_Assignment_.
Where a line below carries the word "labels", include it in the count, then give the count alone.

Dataset entries
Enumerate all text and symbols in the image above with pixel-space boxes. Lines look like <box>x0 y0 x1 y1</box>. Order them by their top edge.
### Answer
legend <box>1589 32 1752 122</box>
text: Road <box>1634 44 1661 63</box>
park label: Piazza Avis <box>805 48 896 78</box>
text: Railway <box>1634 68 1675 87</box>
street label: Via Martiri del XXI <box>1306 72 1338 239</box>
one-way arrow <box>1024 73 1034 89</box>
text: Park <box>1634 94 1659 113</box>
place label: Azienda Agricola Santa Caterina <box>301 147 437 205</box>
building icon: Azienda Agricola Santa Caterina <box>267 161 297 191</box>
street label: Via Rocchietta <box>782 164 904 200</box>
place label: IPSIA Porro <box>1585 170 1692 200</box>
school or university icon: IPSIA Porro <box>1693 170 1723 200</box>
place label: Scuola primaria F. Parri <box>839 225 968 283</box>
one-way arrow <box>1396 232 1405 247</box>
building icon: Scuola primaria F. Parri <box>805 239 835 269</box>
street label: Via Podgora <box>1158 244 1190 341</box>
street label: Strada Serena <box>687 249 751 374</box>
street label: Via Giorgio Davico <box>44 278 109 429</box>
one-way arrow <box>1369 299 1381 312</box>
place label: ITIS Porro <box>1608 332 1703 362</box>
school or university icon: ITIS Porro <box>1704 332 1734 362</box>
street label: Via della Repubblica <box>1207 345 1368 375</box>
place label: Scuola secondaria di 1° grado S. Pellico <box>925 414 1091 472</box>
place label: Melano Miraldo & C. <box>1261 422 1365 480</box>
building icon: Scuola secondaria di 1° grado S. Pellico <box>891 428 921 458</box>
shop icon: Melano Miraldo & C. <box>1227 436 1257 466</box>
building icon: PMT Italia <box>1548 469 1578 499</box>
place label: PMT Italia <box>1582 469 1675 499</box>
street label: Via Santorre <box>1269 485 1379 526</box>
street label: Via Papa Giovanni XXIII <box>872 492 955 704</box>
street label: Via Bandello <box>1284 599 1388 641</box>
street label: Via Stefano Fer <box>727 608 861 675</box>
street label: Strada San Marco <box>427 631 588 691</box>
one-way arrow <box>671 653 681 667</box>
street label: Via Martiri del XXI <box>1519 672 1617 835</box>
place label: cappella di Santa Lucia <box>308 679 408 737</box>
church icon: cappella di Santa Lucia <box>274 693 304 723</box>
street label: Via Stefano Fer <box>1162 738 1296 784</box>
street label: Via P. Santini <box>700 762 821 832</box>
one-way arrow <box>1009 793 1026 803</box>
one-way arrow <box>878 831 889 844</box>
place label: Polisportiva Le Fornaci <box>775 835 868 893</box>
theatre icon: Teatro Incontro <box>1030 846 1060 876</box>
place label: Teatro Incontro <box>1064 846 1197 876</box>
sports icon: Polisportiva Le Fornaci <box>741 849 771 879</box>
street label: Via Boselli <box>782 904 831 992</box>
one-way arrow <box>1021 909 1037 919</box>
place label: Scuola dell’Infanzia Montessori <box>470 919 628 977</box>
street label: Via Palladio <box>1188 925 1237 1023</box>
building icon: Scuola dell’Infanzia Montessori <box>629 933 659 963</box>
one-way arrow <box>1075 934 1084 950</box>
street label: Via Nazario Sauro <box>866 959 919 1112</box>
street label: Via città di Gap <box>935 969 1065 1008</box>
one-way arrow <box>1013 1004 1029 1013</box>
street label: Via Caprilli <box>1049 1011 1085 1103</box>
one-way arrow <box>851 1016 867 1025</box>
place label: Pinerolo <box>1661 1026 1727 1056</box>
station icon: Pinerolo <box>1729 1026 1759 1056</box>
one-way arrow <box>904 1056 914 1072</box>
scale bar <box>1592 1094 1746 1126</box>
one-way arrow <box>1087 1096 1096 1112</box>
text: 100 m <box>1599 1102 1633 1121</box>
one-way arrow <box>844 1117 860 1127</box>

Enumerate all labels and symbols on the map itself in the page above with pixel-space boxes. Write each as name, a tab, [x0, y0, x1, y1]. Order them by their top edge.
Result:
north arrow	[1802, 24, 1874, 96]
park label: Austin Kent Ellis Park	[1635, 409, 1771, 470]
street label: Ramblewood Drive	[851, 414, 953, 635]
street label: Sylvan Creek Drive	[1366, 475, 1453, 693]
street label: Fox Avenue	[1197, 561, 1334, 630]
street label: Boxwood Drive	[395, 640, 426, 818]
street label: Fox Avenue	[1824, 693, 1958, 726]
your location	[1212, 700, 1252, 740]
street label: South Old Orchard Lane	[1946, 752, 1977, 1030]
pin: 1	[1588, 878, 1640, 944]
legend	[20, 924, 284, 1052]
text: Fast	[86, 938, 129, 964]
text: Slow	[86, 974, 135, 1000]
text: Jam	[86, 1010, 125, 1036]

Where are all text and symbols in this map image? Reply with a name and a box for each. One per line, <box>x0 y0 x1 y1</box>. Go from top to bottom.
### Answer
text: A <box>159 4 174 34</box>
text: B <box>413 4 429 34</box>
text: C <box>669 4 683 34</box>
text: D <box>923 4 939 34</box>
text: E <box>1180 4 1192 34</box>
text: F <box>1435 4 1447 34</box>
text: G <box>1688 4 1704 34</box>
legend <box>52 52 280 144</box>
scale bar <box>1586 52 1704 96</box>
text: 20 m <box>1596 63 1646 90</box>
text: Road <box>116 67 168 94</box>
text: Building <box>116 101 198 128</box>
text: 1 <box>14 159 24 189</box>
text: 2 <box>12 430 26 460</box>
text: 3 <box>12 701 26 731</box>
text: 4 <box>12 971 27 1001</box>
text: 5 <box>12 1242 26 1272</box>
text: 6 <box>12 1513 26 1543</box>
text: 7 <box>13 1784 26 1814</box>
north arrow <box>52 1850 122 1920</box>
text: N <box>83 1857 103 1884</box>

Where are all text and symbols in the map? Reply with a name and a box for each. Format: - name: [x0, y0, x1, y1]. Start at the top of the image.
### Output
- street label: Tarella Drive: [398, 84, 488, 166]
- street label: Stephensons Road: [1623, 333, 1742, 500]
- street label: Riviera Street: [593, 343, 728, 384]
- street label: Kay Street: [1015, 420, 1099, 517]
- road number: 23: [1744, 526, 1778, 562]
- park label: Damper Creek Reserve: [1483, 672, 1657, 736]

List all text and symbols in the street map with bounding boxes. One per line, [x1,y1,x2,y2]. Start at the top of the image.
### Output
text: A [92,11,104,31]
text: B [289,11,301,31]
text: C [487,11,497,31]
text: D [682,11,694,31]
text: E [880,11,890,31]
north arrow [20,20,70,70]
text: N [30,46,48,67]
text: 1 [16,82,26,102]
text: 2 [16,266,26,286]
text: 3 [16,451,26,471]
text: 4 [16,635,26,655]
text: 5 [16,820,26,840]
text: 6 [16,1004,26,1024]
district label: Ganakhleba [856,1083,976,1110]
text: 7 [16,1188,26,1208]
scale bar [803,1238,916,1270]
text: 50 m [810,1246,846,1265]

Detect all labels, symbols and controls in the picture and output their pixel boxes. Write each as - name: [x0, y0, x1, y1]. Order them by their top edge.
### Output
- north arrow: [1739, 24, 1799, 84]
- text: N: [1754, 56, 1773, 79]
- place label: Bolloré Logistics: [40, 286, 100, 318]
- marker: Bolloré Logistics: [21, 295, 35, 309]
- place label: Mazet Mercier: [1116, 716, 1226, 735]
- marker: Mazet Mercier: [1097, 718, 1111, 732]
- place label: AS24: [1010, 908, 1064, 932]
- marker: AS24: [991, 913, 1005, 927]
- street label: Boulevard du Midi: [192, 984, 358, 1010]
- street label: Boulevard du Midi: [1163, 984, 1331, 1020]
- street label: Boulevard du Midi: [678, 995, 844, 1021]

_Written answer_.
2